*The problem*:
Make your reply a word-for-word repeat of the records.

*Source data*:

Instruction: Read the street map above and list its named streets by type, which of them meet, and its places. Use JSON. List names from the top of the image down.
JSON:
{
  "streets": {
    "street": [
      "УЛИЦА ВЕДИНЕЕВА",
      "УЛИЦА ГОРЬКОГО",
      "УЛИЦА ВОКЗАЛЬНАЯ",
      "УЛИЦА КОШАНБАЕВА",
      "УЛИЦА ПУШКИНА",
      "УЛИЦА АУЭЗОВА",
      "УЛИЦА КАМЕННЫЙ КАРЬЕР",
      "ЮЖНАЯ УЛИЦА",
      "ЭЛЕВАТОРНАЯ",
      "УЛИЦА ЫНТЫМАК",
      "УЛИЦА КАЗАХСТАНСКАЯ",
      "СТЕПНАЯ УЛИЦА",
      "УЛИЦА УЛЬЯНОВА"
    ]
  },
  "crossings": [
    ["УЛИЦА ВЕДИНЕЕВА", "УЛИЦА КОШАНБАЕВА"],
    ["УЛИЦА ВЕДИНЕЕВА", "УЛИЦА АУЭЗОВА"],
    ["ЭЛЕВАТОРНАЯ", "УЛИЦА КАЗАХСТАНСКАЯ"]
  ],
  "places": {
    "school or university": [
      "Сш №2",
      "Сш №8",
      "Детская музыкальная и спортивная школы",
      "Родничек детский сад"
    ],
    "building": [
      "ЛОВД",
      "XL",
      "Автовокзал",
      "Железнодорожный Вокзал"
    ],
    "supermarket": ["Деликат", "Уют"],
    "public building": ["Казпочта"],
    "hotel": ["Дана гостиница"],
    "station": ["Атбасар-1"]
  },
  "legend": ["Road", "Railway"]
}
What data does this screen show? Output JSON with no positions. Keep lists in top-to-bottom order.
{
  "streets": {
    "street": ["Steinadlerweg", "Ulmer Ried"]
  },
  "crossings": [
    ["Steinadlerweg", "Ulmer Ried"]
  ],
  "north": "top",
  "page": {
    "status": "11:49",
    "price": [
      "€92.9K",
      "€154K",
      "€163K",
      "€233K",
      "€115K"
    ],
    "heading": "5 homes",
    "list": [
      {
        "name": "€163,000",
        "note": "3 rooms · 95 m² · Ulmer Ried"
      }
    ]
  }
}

*Answer space*:
Instruction: Read the street map above and list its named streets by type, which of them meet, and its places. Use JSON. List names from the top of the image down.
JSON:
{
  "streets": {
    "street": [
      "УЛИЦА ВЕДИНЕЕВА",
      "УЛИЦА ГОРЬКОГО",
      "УЛИЦА ВОКЗАЛЬНАЯ",
      "УЛИЦА КОШАНБАЕВА",
      "УЛИЦА ПУШКИНА",
      "УЛИЦА АУЭЗОВА",
      "УЛИЦА КАМЕННЫЙ КАРЬЕР",
      "ЮЖНАЯ УЛИЦА",
      "ЭЛЕВАТОРНАЯ",
      "УЛИЦА ЫНТЫМАК",
      "УЛИЦА КАЗАХСТАНСКАЯ",
      "СТЕПНАЯ УЛИЦА",
      "УЛИЦА УЛЬЯНОВА"
    ]
  },
  "crossings": [
    ["УЛИЦА ВЕДИНЕЕВА", "УЛИЦА КОШАНБАЕВА"],
    ["УЛИЦА ВЕДИНЕЕВА", "УЛИЦА АУЭЗОВА"],
    ["ЭЛЕВАТОРНАЯ", "УЛИЦА КАЗАХСТАНСКАЯ"]
  ],
  "places": {
    "school or university": [
      "Сш №2",
      "Сш №8",
      "Детская музыкальная и спортивная школы",
      "Родничек детский сад"
    ],
    "building": [
      "ЛОВД",
      "XL",
      "Автовокзал",
      "Железнодорожный Вокзал"
    ],
    "supermarket": ["Деликат", "Уют"],
    "public building": ["Казпочта"],
    "hotel": ["Дана гостиница"],
    "station": ["Атбасар-1"]
  },
  "legend": ["Road", "Railway"]
}
What data does this screen show? Output JSON with no positions. Keep lists in top-to-bottom order.
{
  "streets": {
    "street": ["Steinadlerweg", "Ulmer Ried"]
  },
  "crossings": [
    ["Steinadlerweg", "Ulmer Ried"]
  ],
  "north": "top",
  "page": {
    "status": "11:49",
    "price": [
      "€92.9K",
      "€154K",
      "€163K",
      "€233K",
      "€115K"
    ],
    "heading": "5 homes",
    "list": [
      {
        "name": "€163,000",
        "note": "3 rooms · 95 m² · Ulmer Ried"
      }
    ]
  }
}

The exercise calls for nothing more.